By Adrian Croft and Justyna Pawlak
BRUSSELS (Reuters) - The death of hundreds of African migrants in a shipwreck off Sicily has led to anguished calls for Europe-wide action to tackle mass migration, but divisions among EU states mean the bloc's response is likely to fall short of expectations.
The European Union, under pressure to show it is responding to the disaster off Lampedusa that killed 297 people, many of them women and children, has promised 30 million euros in emergency cash for Italy and proposed expanding search and rescue patrols across the vast southern Mediterranean.
But history shows the 28-nation bloc has found it next to impossible to construct an effective strategy to deal with mass migration to Europe, mainly from sub-Saharan Africa.
"Tragedies like this one in Lampedusa occur every year in the Mediterranean and each time we see similar reactions from the political level of the EU - calls to strengthen solidarity and common action," said Joanna Parkin, a researcher at the Center for European Policy Studies, a thinktank in Brussels.
"In practice it has always been very difficult to reach agreement on ways forward," she told Reuters.
States on Europe's southern flanks that are bearing the brunt of mass migration - most of those who died off Lampedusa were Eritreans who left from Libya - want other EU countries to share the burden, financially and with resettling migrants.
The frontline countries, including Greece, Malta, Cyprus, Spain and Italy, are the hardest hit by Europe's financial crisis, leaving them with little muscle to combat the problem.
But with anti-immigration parties on the rise in Europe, northern European countries are reluctant to take steps that could increase immigration to their countries, or send the message to voters that they are not firm on migration.

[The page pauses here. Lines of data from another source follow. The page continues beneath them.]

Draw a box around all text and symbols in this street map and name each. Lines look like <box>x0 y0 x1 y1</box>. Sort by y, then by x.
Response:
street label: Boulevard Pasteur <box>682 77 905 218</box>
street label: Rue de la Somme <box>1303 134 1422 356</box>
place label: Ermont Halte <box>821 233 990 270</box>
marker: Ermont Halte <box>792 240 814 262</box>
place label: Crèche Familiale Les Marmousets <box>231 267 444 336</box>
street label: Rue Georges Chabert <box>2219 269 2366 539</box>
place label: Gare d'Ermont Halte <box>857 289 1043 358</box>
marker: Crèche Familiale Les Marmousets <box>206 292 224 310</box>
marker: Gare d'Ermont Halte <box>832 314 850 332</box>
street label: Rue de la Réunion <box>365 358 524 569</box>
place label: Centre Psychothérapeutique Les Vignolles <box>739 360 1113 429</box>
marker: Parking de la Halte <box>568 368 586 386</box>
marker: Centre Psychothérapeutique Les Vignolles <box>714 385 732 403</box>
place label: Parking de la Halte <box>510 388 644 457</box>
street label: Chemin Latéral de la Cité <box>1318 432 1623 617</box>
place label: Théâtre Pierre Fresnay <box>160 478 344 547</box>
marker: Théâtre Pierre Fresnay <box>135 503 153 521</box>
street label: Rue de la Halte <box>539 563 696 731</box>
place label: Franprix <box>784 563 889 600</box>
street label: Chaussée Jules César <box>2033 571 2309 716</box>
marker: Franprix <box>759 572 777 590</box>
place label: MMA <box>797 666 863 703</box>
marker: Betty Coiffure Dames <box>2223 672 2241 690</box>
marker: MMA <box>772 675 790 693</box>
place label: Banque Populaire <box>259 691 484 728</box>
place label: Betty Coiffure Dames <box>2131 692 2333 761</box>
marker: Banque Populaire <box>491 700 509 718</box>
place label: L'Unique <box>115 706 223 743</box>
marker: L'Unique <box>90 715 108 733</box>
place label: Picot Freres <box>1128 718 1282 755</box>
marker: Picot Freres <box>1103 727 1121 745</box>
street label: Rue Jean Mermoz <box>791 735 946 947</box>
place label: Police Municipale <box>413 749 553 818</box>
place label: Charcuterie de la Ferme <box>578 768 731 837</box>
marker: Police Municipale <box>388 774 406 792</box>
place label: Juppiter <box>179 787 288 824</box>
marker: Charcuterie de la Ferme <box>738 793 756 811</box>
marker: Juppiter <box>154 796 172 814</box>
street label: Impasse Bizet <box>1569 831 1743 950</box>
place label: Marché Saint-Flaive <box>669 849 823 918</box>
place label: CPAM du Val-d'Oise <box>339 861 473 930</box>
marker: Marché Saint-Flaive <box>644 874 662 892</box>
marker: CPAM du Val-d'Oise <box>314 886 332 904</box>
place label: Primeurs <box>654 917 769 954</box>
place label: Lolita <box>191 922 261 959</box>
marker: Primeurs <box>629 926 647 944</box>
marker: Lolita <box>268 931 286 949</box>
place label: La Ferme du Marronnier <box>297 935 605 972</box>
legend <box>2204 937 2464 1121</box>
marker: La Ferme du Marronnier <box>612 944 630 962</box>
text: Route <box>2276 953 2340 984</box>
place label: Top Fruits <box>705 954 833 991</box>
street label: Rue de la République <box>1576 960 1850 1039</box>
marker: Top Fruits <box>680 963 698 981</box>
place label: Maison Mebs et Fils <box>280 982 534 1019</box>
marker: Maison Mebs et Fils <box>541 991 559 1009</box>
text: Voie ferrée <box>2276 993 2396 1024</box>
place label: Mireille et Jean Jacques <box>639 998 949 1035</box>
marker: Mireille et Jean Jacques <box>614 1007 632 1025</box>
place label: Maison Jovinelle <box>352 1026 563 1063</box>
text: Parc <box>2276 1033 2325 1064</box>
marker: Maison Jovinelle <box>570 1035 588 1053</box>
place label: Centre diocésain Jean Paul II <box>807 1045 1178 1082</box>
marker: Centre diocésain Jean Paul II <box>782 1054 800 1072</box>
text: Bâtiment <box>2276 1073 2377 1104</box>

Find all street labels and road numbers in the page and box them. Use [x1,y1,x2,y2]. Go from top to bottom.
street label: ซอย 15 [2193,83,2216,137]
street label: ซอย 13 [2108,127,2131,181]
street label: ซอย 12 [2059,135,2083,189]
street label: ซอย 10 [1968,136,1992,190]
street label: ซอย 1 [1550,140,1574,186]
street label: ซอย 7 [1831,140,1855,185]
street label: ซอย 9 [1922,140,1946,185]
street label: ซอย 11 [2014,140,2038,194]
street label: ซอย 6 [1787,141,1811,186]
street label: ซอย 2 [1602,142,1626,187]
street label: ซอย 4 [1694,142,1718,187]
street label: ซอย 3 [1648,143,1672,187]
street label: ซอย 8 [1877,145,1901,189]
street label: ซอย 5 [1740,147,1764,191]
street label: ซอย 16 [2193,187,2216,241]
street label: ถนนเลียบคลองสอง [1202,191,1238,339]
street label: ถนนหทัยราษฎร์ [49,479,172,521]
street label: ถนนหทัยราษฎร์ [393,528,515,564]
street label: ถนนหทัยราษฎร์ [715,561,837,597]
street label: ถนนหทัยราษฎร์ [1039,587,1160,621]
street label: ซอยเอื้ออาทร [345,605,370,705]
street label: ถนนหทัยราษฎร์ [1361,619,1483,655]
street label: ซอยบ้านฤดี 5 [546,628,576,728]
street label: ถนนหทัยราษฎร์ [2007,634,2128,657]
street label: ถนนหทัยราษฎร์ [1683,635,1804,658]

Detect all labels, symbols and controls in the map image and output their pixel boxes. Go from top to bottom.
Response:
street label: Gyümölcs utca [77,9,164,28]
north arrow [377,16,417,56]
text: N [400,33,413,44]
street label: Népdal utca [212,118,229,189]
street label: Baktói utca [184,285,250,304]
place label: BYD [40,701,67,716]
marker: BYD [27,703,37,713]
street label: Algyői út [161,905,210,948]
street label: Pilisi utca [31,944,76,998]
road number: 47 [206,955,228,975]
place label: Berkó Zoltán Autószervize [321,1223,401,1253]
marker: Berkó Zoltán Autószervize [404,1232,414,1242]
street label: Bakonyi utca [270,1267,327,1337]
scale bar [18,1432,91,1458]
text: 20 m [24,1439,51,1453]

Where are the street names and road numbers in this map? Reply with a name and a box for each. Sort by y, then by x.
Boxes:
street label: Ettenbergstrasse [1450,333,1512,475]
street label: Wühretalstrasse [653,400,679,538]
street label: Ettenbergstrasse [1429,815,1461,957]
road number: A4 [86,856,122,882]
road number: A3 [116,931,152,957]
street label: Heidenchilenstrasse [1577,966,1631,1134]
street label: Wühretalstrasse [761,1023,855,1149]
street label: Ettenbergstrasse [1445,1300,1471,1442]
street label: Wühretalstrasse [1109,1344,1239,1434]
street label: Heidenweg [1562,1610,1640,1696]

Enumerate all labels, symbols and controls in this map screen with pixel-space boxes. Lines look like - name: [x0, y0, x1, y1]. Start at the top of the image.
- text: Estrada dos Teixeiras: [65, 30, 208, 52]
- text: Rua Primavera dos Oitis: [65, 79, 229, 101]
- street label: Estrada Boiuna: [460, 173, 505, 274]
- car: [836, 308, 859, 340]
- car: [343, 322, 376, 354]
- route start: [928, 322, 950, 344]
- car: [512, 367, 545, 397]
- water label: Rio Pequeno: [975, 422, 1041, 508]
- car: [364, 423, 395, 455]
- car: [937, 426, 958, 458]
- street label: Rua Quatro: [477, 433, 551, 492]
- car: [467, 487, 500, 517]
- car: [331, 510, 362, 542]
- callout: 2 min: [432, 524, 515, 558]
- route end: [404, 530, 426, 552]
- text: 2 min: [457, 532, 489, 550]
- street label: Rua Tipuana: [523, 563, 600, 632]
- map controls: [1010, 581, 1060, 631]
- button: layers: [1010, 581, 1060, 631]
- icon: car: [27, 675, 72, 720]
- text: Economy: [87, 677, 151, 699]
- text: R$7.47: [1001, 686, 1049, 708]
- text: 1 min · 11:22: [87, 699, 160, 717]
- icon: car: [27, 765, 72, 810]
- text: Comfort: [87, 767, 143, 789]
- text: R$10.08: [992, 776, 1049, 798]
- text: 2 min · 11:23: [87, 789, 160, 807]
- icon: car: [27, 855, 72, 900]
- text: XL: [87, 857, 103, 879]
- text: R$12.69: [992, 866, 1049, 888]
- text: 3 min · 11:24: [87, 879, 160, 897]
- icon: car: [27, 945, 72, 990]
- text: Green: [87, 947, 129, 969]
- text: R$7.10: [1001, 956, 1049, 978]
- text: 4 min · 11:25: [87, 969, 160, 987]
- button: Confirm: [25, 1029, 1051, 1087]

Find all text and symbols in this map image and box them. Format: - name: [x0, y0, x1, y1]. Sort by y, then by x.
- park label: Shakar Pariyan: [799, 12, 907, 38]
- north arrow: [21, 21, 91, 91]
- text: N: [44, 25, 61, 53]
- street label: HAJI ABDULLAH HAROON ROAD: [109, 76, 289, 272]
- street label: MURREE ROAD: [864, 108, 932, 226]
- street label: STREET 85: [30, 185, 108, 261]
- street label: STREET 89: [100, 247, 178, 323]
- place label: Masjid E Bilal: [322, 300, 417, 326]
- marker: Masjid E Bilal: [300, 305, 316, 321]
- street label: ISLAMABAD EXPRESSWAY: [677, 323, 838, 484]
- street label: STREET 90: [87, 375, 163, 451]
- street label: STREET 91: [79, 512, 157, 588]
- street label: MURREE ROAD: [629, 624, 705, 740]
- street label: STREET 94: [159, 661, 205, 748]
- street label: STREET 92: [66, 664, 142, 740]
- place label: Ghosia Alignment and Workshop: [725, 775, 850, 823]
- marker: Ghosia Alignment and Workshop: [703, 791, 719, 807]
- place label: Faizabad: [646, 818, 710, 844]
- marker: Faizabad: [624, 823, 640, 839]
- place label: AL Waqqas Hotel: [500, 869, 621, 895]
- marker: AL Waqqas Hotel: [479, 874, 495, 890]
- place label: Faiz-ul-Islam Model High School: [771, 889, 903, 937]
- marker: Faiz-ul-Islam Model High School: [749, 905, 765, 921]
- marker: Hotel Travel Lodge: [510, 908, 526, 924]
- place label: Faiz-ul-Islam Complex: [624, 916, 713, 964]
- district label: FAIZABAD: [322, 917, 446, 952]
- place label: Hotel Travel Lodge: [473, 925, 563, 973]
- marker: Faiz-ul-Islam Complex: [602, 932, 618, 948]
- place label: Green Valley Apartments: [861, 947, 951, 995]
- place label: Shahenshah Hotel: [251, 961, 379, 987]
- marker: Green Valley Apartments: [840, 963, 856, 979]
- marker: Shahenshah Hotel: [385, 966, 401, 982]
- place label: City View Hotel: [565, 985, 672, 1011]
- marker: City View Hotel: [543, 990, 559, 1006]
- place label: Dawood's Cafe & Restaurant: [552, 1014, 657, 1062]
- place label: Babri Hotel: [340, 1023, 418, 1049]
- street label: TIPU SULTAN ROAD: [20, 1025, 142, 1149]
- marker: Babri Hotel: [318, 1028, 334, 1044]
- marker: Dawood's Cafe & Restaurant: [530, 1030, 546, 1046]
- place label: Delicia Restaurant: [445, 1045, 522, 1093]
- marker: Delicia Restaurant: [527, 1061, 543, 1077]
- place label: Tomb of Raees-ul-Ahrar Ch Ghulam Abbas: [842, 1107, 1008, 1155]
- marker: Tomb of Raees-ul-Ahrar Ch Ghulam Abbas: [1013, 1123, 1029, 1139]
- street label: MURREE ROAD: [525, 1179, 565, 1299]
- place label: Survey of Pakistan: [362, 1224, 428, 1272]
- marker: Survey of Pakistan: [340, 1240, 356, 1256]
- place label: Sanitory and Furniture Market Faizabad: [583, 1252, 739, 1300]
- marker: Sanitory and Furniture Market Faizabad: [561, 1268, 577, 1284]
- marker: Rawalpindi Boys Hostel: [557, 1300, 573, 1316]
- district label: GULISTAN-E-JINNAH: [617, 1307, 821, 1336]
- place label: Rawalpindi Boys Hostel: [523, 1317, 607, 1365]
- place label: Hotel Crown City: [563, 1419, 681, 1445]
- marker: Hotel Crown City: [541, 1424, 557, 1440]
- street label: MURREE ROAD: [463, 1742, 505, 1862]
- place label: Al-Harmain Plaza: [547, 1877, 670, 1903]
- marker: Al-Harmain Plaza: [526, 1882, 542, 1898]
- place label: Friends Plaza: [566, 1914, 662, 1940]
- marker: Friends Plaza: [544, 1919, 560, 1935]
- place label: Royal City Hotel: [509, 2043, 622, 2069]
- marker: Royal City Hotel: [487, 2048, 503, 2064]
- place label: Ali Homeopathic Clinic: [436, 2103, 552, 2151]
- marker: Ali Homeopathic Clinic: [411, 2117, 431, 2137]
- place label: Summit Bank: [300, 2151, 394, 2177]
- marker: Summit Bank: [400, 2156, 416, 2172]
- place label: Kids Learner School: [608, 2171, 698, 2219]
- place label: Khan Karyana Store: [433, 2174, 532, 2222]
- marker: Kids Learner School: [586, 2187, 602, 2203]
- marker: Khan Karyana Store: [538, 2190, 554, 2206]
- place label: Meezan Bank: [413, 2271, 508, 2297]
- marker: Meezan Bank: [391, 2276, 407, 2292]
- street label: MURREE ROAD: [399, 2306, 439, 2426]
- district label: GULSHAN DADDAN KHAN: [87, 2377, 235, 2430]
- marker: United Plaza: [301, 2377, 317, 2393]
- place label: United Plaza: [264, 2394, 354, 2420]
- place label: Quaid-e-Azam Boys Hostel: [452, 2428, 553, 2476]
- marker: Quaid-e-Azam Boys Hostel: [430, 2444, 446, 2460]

In their defense, northern EU countries point to EU statistics showing that northerners - Germany, Sweden and Britain - granted protection to most asylum-seekers in 2012.
In a reflection of the frustration directed at Brussels, European Commission President Jose Manuel Barroso was heckled as he visited Lampedusa to mourn the victims on Wednesday .
"The problem of one of our countries, Italy, must be perceived as a problem for all of us, for all of Europe," Barroso told a news conference.
Italian Prime Minister Enrico Letta, sitting alongside him, said Italy would put migration at the center of its national and European agenda in coming years.
Despite the good intentions of the EU's executive Commission, the problem Barroso will face is winning support from EU member states for concerted EU-wide action.
The EU set up a specialized agency, Frontex, in 2004 to coordinate EU border management but its role is limited.
Frontex currently coordinates patrols off the Italian coast, using boats, planes and helicopters lent by EU member states.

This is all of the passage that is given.